Magistrado ResponsávelCALV
Data da Resolução01 de Junho de 2011
EmissorCourt of Appeal of Coimbra (Portugal)
  1. Relatório: Nos presentes autos de processo comum, com intervenção de tribunal singular, o ministério Publico acusou: - MG..., casado, e residente em … Fornos de Algodres, - IK..., casado, e residente em … Fornos de Algodres, - TT…, Lda., Fornos de Algodres, imputando-lhes a prática, em co-autoria material e na forma continuada, de um crime de abuso de confiança do art. 105º do RGIT, aprovado pela Lei n.º 15/2001, de 5 de Junho, em conjugação com os artigos 26º, 30º, nº2 e 79º do Código Penal, sendo a sociedade arguida ainda por referência ao disposto nos artigos 7º e 12º do RGIT e de um crime de frustração de créditos do artigo 88º, nº1 do RGIT.

*** Efectuado o julgamento foi proferida a seguinte decisão: I – quanto ao arguido MG...: a) absolver o mesmo da prática de um crime de frustração de créditos do artigo 88º, nº1 do RGIT; b) condenar o mesmo pela prática, em co-autoria material e na forma continuada, de um crime de abuso de confiança do art. 105º do RGIT, aprovado pela Lei n.º 15/2001, de 5 de Junho, em conjugação com os artigos 26º, 30º, nº2 e 79º do Código Penal, na pena de 2 (dois) anos de prisão; c) suspender a execução da pena de prisão aplicada pelo período de 4 (quatro) anos na condição deste, em idêntico período, proceder ao pagamento das prestações tributárias em falta, no montante de €144.665,23 e acréscimos legais nesse período, à taxa em vigor, indiciando-se a contagem deste prazo após trânsito da presente condenação; d) condenar o mesmo nas custas do processo que se fixam em 3 (três) UCs.
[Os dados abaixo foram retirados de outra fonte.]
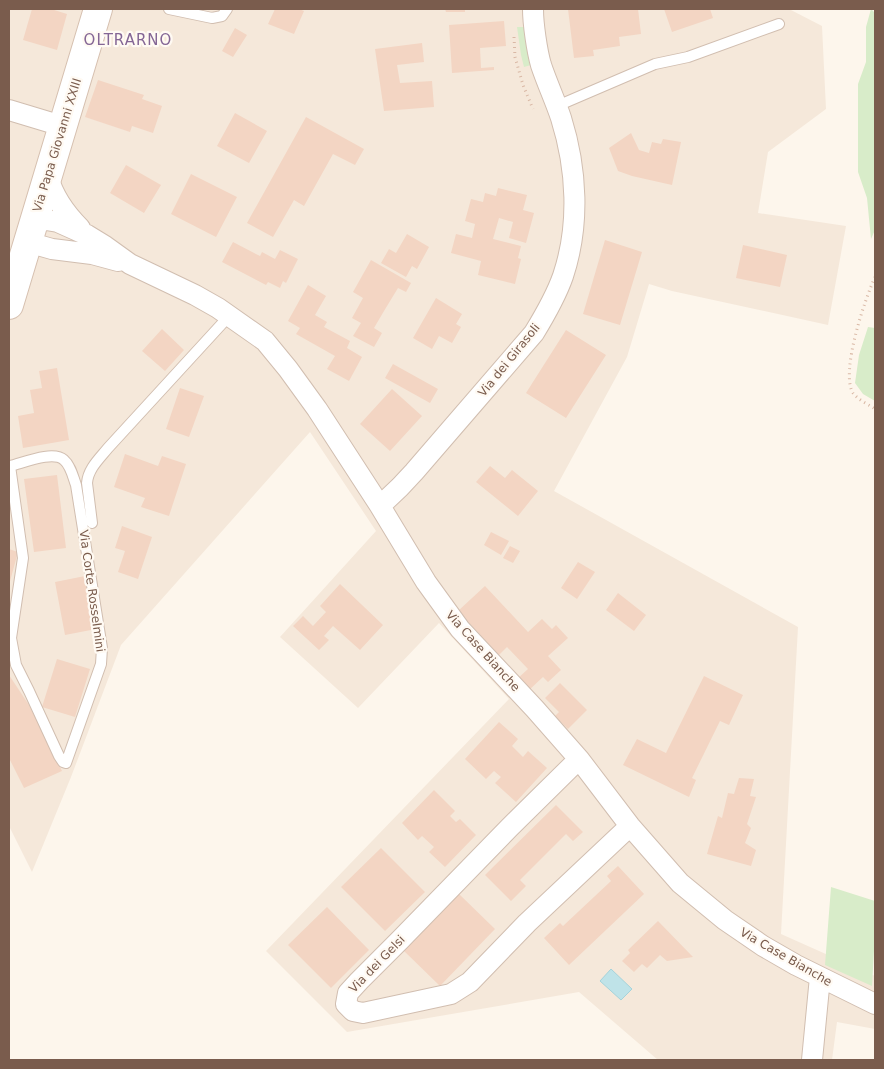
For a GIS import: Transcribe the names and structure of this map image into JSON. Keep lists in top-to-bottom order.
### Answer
{
  "streets": {
    "main road": ["Via Papa Giovanni XXIII"],
    "street": ["Via dei Girasoli", "Via Case Bianche", "Via dei Gelsi"],
    "lane": ["Via Corte Rosselmini"]
  },
  "crossings": [
    ["Via Papa Giovanni XXIII", "Via Case Bianche"],
    ["Via dei Girasoli", "Via Case Bianche"],
    ["Via Case Bianche", "Via dei Gelsi"]
  ],
  "districts": ["OLTRARNO"]
}
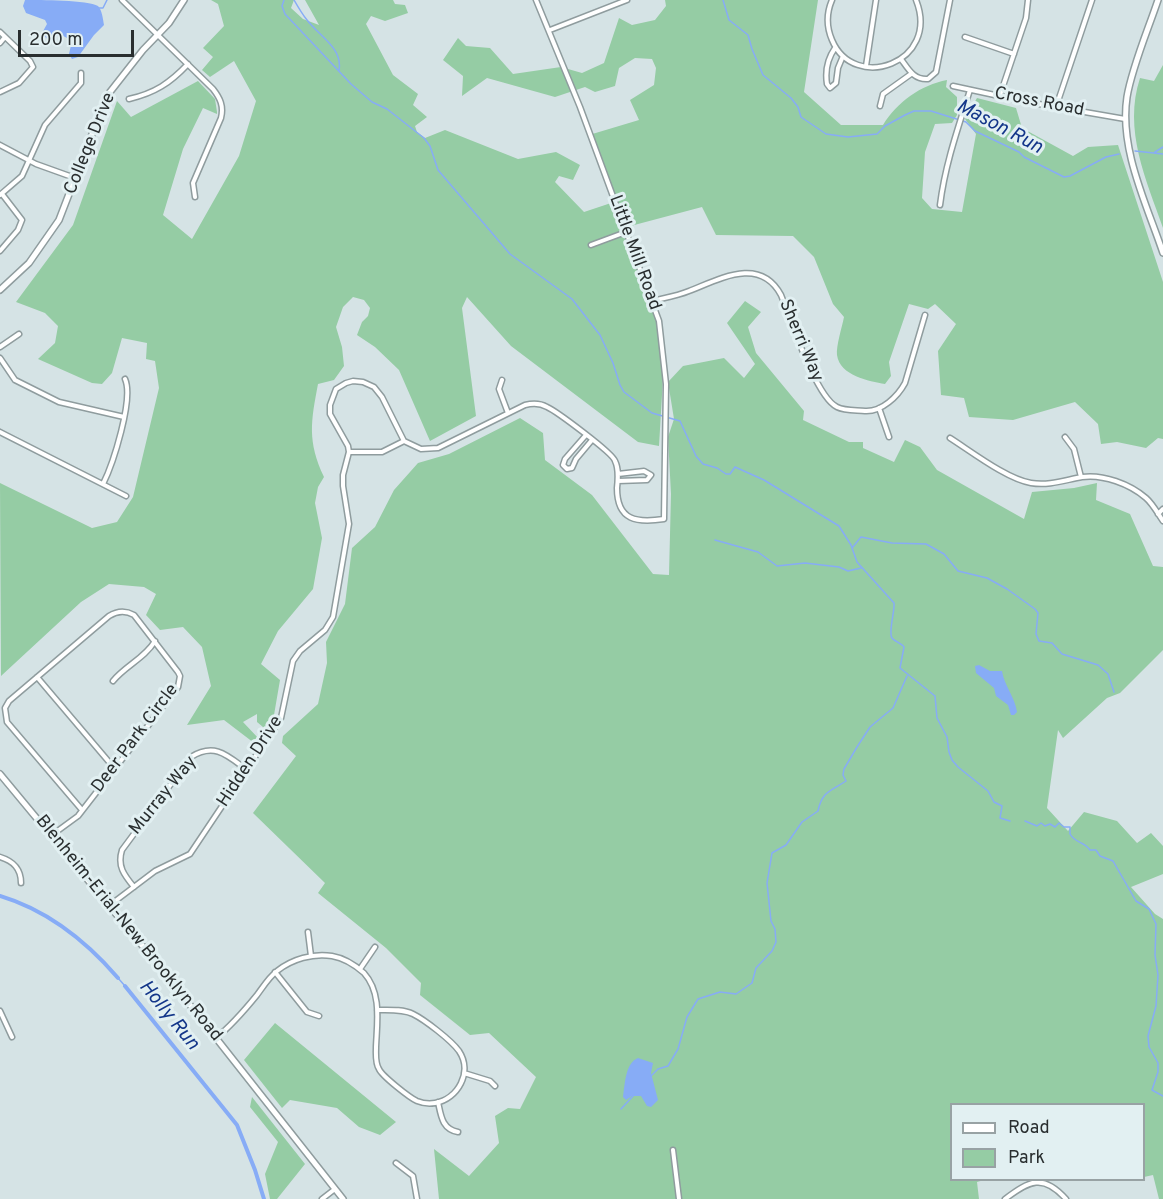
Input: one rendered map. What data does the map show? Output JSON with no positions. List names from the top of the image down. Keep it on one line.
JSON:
{"streets":{"main road":["College Drive","Blenheim-Erial-New Brooklyn Road"],"street":["Cross Road","Little Mill Road","Sherri Way","Deer Park Circle","Hidden Drive","Murray Way"]},"crossings":[["Little Mill Road","Sherri Way"],["Deer Park Circle","Blenheim-Erial-New Brooklyn Road"],["Hidden Drive","Murray Way"],["Hidden Drive","Blenheim-Erial-New Brooklyn Road"]],"water":["Mason Run","Holly Run"],"legend":["Road","Park"],"scale_bar":"200 m"}
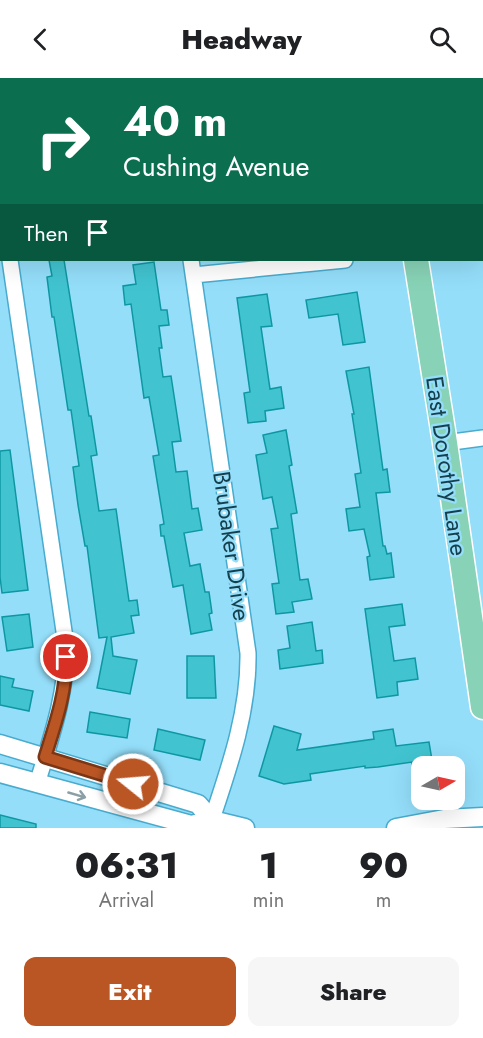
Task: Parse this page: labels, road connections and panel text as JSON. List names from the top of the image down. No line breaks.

*** II– quanto ao arguido IK...: a) absolver o mesmo da prática de um crime de frustração de créditos do artigo 88º, nº1 do RGIT; b) condenar o mesmo pela prática, em co-autoria material e na forma continuada, de um crime de abuso de confiança do art. 105º do RGIT, aprovado pela Lei n.º 15/2001, de 5 de Junho, em conjugação com os artigos 26º, 30º, nº2 e 79º do Código Penal, na pena de 2 (dois) anos de prisão; c) suspender a execução da pena de prisão aplicada pelo período de 4 (quatro) anos na condição deste, em idêntico período, proceder ao pagamento das prestações tributárias em falta, no montante de €144.665,23 e acréscimos legais nesse período, à taxa em vigor, indiciando-se a contagem deste prazo após trânsito da presente condenação; d) condenar o mesmo nas custas do processo que se fixam em 3 (três) UCs.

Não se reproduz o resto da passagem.